DIRECTIONS = Show every line of the data below that includes the word "content".

[[ MATERIAL FOR THIS TASK open ]]

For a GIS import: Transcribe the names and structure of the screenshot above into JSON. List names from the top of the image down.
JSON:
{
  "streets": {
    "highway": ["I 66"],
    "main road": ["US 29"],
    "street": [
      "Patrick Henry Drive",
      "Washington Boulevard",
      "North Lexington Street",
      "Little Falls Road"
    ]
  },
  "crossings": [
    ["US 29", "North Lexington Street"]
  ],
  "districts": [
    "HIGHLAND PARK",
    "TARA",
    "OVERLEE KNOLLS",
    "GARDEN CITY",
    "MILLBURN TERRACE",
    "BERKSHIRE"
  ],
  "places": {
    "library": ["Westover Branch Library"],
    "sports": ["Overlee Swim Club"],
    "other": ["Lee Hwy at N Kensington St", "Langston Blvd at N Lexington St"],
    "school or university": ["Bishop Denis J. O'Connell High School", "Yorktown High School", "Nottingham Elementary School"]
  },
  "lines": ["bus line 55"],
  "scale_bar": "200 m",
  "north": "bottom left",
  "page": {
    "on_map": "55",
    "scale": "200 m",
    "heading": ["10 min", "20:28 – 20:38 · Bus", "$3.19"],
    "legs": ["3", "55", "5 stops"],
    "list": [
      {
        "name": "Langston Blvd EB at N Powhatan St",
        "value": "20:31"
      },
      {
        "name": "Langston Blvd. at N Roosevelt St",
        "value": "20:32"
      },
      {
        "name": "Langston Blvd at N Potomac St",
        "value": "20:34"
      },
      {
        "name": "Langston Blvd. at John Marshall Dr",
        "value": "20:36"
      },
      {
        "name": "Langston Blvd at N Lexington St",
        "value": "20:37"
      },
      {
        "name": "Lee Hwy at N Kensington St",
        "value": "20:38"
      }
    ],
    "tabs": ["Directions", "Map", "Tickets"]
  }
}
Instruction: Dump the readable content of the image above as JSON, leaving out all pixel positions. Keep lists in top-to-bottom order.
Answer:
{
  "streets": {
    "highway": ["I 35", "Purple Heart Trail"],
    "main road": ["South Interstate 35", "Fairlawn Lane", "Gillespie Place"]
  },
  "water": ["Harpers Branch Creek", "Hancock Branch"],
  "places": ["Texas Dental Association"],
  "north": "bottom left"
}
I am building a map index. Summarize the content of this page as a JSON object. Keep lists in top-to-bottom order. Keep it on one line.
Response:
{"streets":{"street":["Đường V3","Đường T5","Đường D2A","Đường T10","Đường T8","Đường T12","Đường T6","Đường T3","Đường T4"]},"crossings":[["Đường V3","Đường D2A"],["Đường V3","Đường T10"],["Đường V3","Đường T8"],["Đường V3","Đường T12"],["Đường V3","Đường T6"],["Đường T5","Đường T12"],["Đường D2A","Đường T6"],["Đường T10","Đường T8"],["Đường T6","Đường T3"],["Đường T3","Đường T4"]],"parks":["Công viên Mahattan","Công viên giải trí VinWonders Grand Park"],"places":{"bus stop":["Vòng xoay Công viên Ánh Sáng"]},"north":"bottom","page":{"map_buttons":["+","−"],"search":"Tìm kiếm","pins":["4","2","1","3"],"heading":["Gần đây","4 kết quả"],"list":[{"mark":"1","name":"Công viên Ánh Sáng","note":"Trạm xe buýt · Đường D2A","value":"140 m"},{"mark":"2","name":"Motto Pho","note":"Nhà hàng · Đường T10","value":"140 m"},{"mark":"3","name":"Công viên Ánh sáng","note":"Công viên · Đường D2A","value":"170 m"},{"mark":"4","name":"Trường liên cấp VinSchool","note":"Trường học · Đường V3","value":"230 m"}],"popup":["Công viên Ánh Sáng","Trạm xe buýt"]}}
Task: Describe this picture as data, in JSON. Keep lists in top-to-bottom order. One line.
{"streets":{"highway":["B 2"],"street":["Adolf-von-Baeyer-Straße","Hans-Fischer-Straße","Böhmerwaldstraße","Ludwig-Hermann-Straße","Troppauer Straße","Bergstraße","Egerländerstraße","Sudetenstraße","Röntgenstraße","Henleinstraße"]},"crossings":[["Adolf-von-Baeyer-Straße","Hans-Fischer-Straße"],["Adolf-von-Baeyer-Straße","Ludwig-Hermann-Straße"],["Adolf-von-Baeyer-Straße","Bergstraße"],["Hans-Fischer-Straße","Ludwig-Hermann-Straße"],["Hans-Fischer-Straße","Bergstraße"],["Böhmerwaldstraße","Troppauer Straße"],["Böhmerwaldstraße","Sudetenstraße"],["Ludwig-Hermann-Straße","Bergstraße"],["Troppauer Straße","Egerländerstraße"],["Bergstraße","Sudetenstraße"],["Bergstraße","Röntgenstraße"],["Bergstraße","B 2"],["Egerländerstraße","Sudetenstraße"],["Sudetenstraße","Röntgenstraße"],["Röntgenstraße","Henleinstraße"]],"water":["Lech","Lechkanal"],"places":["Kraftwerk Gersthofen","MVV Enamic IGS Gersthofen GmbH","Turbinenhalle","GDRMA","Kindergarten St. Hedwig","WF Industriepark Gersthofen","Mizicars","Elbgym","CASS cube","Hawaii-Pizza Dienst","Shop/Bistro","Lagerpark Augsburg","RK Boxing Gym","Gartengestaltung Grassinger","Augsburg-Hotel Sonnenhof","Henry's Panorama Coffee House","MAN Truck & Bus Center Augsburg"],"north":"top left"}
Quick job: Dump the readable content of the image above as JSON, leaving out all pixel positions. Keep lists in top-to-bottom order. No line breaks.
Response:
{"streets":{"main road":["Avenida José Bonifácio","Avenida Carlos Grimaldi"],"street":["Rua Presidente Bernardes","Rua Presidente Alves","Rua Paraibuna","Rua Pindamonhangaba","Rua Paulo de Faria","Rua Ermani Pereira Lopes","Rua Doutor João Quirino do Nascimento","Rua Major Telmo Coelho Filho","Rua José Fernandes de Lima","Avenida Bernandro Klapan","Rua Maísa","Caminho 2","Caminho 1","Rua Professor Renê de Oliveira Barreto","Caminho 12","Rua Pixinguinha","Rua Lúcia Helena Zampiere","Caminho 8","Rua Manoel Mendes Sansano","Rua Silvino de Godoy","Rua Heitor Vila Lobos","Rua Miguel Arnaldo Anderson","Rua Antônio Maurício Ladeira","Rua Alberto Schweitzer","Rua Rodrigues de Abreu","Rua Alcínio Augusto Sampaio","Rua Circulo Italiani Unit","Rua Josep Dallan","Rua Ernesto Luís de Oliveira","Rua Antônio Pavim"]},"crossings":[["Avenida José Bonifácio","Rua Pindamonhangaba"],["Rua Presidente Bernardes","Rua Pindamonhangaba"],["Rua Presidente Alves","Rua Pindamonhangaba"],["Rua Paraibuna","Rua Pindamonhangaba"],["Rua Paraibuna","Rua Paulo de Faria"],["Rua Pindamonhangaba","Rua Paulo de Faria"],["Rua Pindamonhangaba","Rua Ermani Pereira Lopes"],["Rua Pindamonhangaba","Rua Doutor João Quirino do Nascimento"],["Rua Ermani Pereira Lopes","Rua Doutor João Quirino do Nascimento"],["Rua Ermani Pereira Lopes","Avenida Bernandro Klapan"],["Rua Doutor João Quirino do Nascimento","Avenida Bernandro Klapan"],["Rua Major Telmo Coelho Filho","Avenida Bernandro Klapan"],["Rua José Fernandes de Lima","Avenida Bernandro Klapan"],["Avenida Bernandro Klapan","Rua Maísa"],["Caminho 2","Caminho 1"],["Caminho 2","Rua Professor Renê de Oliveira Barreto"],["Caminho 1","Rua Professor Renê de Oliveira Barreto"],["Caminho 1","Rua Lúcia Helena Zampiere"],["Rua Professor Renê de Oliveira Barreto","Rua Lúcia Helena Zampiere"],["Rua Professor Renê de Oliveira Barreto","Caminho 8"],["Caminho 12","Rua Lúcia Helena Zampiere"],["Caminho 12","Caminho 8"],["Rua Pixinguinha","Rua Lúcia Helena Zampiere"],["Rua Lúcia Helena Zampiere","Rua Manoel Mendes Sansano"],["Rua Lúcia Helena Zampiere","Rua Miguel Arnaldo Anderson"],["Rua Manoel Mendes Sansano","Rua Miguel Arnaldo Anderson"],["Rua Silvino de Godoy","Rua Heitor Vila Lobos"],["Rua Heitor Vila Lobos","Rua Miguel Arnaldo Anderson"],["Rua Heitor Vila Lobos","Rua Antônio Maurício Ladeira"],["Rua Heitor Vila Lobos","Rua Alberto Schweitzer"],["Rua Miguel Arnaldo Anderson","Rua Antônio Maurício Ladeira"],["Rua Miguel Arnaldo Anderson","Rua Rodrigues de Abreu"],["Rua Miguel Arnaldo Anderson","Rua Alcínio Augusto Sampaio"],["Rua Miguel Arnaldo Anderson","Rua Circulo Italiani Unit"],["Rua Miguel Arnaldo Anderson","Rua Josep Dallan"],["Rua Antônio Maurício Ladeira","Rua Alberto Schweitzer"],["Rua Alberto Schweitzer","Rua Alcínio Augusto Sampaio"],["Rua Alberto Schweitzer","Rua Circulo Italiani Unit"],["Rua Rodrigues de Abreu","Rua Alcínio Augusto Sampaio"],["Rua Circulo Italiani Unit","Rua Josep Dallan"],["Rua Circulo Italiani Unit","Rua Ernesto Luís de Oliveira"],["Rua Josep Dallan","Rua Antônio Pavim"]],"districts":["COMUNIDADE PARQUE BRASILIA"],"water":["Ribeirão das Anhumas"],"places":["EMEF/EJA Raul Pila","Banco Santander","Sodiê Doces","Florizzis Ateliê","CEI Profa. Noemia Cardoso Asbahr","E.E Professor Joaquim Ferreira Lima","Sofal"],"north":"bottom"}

[[ MATERIAL FOR THIS TASK closed ]]

ANSWER SPACE =
Instruction: Dump the readable content of the image above as JSON, leaving out all pixel positions. Keep lists in top-to-bottom order.
I am building a map index. Summarize the content of this page as a JSON object. Keep lists in top-to-bottom order. Keep it on one line.
Quick job: Dump the readable content of the image above as JSON, leaving out all pixel positions. Keep lists in top-to-bottom order. No line breaks.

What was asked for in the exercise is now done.